スレ主様が参考にされたと思われる書籍にざっと目を通しました。内容からみて十中八九その本に間違いないと思いますが、違っていたらご容赦を。

まず10枚。そして100枚を目指して膨らませると確かに説かれていました。なるほどと思う部分もありましたが、いくつか前提条件があるようですね。
私なりに要約してみます。

1)最終目標は、約400枚(400字詰め原稿用紙換算)の公募用原稿。

2)プロットを起こし始めてから本編の脱稿までに1年ほどを見込む。(本業・学業・家事・趣味などのため執筆にフルタイムをあてられないことを前提とした期間)

3)5W1Hを基本にして、まずストーリーの骨格を10枚程度にまとめる。

4)3に肉付けすることにより、20枚、40枚、80枚~100枚程度を目指して膨らませる。

5)4の文章は、自分だけに分かるメモ書きのようなものでよい。(したがって100枚でも、50枚の短編小説よりも遥かに早く書けるとのこと)

6)5でまとめた100枚プロット(あまくさ仮称)の中には本編に必要なすべての要素、すべてのエピソードを揃える。

7)100枚プロットをまとめる過程の中で、各要素の矛盾点などを洗い出し、エピソードの過不足、最適な順序などを検討する。

8)7を元にして本番の400枚を執筆する。

以上は私の解釈で多少アレンジした部分もありますが、概ねこういうことだと思います。

で、感想。

まず、これは普通プロットと呼ばれているものとは違うように思います。プロット以上、本編以下のラフ・スケッチという感じでしょうか?
このような作業を実行したことがない私としては是非までは分かりませんが、一つの方法として有りだとは思いました。

私見ですが、上の箇条書きのうち重要なのは3・6・7かと。

3は、サタンさんがよく言われる「物語の最小単位」に相当するように思います。
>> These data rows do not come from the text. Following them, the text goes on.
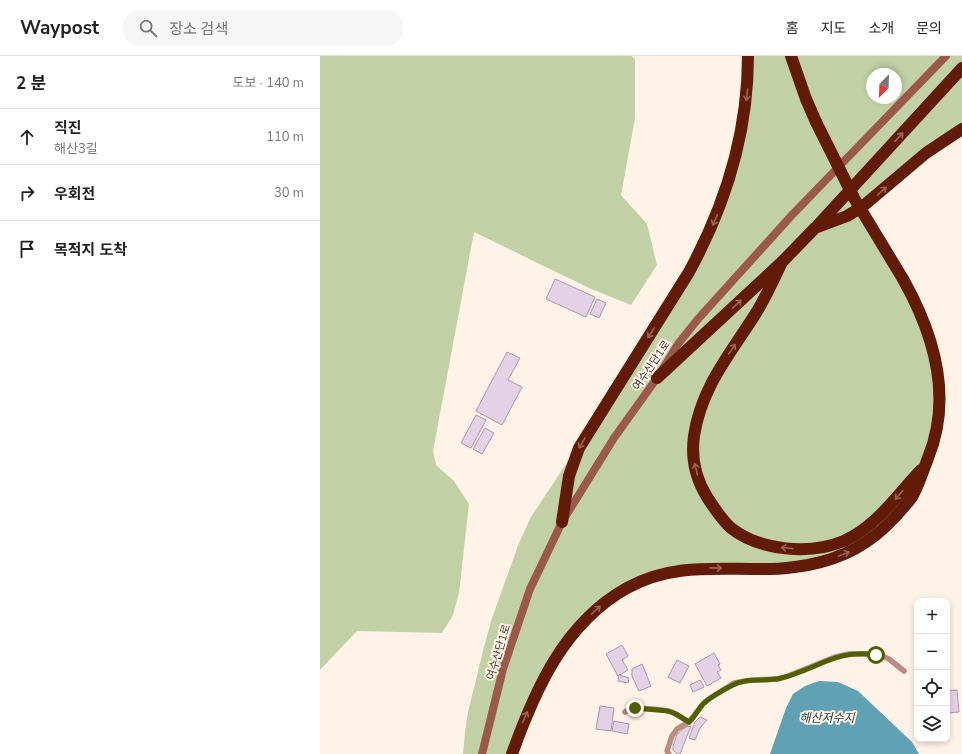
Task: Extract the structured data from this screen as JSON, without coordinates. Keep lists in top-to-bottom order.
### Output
{
  "streets": {
    "street": ["여수산단1로"]
  },
  "water": ["해산저수지"],
  "north": "bottom left",
  "page": {
    "header": "Waypost",
    "search": "장소 검색",
    "nav": [
      "홈",
      "지도",
      "소개",
      "문의"
    ],
    "heading": ["2 분", "도보 · 140 m"],
    "list": [
      ["직진", "해산3길", "110 m"],
      ["우회전", "30 m"],
      "목적지 도착"
    ],
    "map_buttons": ["+", "−"]
  }
}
ただし最小単位の考え方も人によって様々。10枚も必要ないという意見もあります。上記では5W1H(誰が、いつ、どこで、何を、なぜ、どのように)の6項目に一定の具体性を与えると10枚くらいになるという考え方なのでしょう。

6・7は物語の要素だけではなく、それがどう繋がればストーリーがラストまで展開していくかという流れを作者が余すことなく把握する段階ということです。
例えばプッロトを作る時に、「何らかのエピソードをきっかけに主人公とヒロインの心が通じ合うようになる」みたいなことを書いていませんか? そういう段階で本番を書き始めてしまうと、「何らかのエピソード」を捻りだすために執筆が止まってしまいますし、妙案を思いついたとしても他の部分との整合性が悪く練り直しを迫られるかもしれません。そこで前に遡って書き直すとか、先の展開を変えるということを始めるとストーリー全体がどんどん歪になってゆき、大抵は収拾がつかなくなります(経験談)。結局、そこまで苦心して書いたことをバッサリ捨てなければならない羽目になりかねません(経験談)。
プロットの段階ならそうなっても諦めもつきやすいですよね? だから本番を始める前にそういうことはすませておけ、という話。それに必要な枚数があの本の著者の考えでは100枚ということなのでしょう。

ただし。
あの著者も、多くのプロは数枚程度のプロットですませているようだとも書いていましたよ。
つまり熟練によりストーリー作りのコツを体得しきっていれば、100枚を数枚に短縮するのも可能だということなのでは?

したがって、

>当方現在複数のプロットを動かしているのですが、分量が原稿用紙にして30枚にも達しないほどにしかなりません。どれも起承転結、単行本一巻分程度のイベントは準備したと思っているのですが…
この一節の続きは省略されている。